Stored data
--- START ---

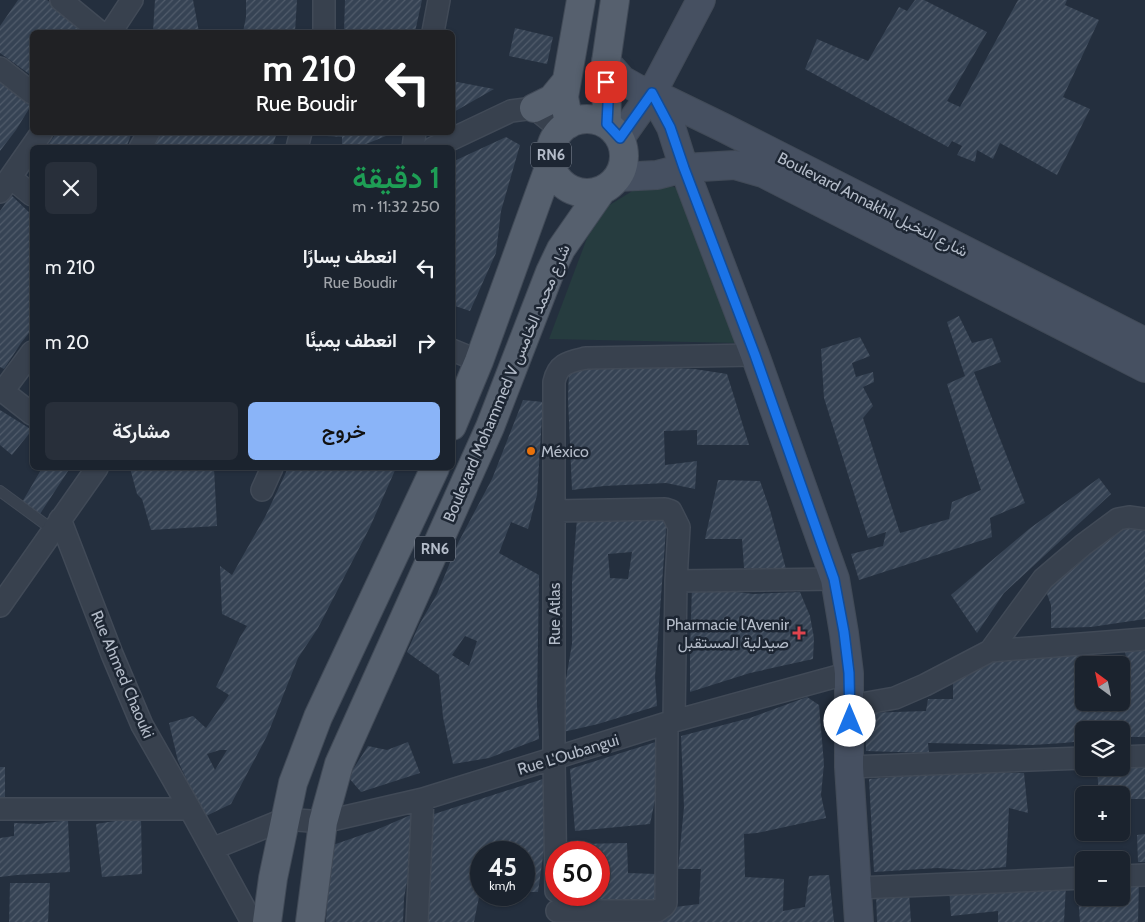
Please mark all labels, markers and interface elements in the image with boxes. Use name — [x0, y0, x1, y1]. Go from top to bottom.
text: 210 m — [263, 47, 357, 90]
icon: left — [375, 50, 440, 115]
pin — [585, 61, 627, 103]
icon: arrive — [592, 68, 620, 96]
text: Rue Boudir — [256, 90, 357, 117]
road number: RN6 — [531, 142, 571, 168]
street label: Boulevard Annakhil شارع النخيل — [774, 148, 971, 263]
text: 1 دقيقة — [352, 159, 440, 196]
button: close — [45, 162, 97, 214]
text: 250 m · 11:32 — [352, 197, 440, 216]
street label: Boulevard Mohammed V شارع محمد الخامس — [439, 242, 576, 526]
text: انعطف يسارًا — [303, 245, 397, 268]
icon: left — [412, 254, 440, 282]
text: 210 m — [45, 256, 95, 279]
text: Rue Boudir — [323, 273, 397, 292]
text: انعطف يمينًا — [305, 329, 397, 352]
icon: right — [412, 329, 440, 357]
text: 20 m — [45, 331, 89, 354]
button: مشاركة — [45, 402, 238, 460]
button: خروج — [248, 402, 440, 460]
place label: México — [541, 442, 589, 461]
marker: México — [525, 445, 537, 457]
road number: RN6 — [415, 536, 455, 562]
street label: Rue Atlas — [545, 582, 564, 645]
street label: Rue Ahmed Chaouki — [87, 608, 158, 741]
place label: Pharmacie l’Avenir صيدلية المستقبل — [666, 615, 790, 653]
marker: Pharmacie l’Avenir صيدلية المستقبل — [793, 627, 805, 639]
north arrow — [1075, 656, 1130, 711]
map controls — [1075, 656, 1130, 906]
position arrow — [823, 694, 875, 746]
button: layers — [1075, 721, 1130, 776]
street label: Rue L'Oubangui — [515, 730, 621, 779]
button: + — [1075, 786, 1130, 841]
speed limit sign: 50 — [545, 841, 610, 906]
button: − — [1075, 851, 1130, 906]
text: 45 — [488, 852, 517, 882]
text: km/h — [489, 878, 516, 893]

--- END ---

YOUR GOAL — Repeat the records above word for word, keeping no pictures in the copy.

RESULT OF THIS TASK —
Please mark all labels, markers and interface elements in the image with boxes. Use name — [x0, y0, x1, y1]. Go from top to bottom.
text: 210 m — [263, 47, 357, 90]
icon: left — [375, 50, 440, 115]
pin — [585, 61, 627, 103]
icon: arrive — [592, 68, 620, 96]
text: Rue Boudir — [256, 90, 357, 117]
road number: RN6 — [531, 142, 571, 168]
street label: Boulevard Annakhil شارع النخيل — [774, 148, 971, 263]
text: 1 دقيقة — [352, 159, 440, 196]
button: close — [45, 162, 97, 214]
text: 250 m · 11:32 — [352, 197, 440, 216]
street label: Boulevard Mohammed V شارع محمد الخامس — [439, 242, 576, 526]
text: انعطف يسارًا — [303, 245, 397, 268]
icon: left — [412, 254, 440, 282]
text: 210 m — [45, 256, 95, 279]
text: Rue Boudir — [323, 273, 397, 292]
text: انعطف يمينًا — [305, 329, 397, 352]
icon: right — [412, 329, 440, 357]
text: 20 m — [45, 331, 89, 354]
button: مشاركة — [45, 402, 238, 460]
button: خروج — [248, 402, 440, 460]
place label: México — [541, 442, 589, 461]
marker: México — [525, 445, 537, 457]
road number: RN6 — [415, 536, 455, 562]
street label: Rue Atlas — [545, 582, 564, 645]
street label: Rue Ahmed Chaouki — [87, 608, 158, 741]
place label: Pharmacie l’Avenir صيدلية المستقبل — [666, 615, 790, 653]
marker: Pharmacie l’Avenir صيدلية المستقبل — [793, 627, 805, 639]
north arrow — [1075, 656, 1130, 711]
map controls — [1075, 656, 1130, 906]
position arrow — [823, 694, 875, 746]
button: layers — [1075, 721, 1130, 776]
street label: Rue L'Oubangui — [515, 730, 621, 779]
button: + — [1075, 786, 1130, 841]
speed limit sign: 50 — [545, 841, 610, 906]
button: − — [1075, 851, 1130, 906]
text: 45 — [488, 852, 517, 882]
text: km/h — [489, 878, 516, 893]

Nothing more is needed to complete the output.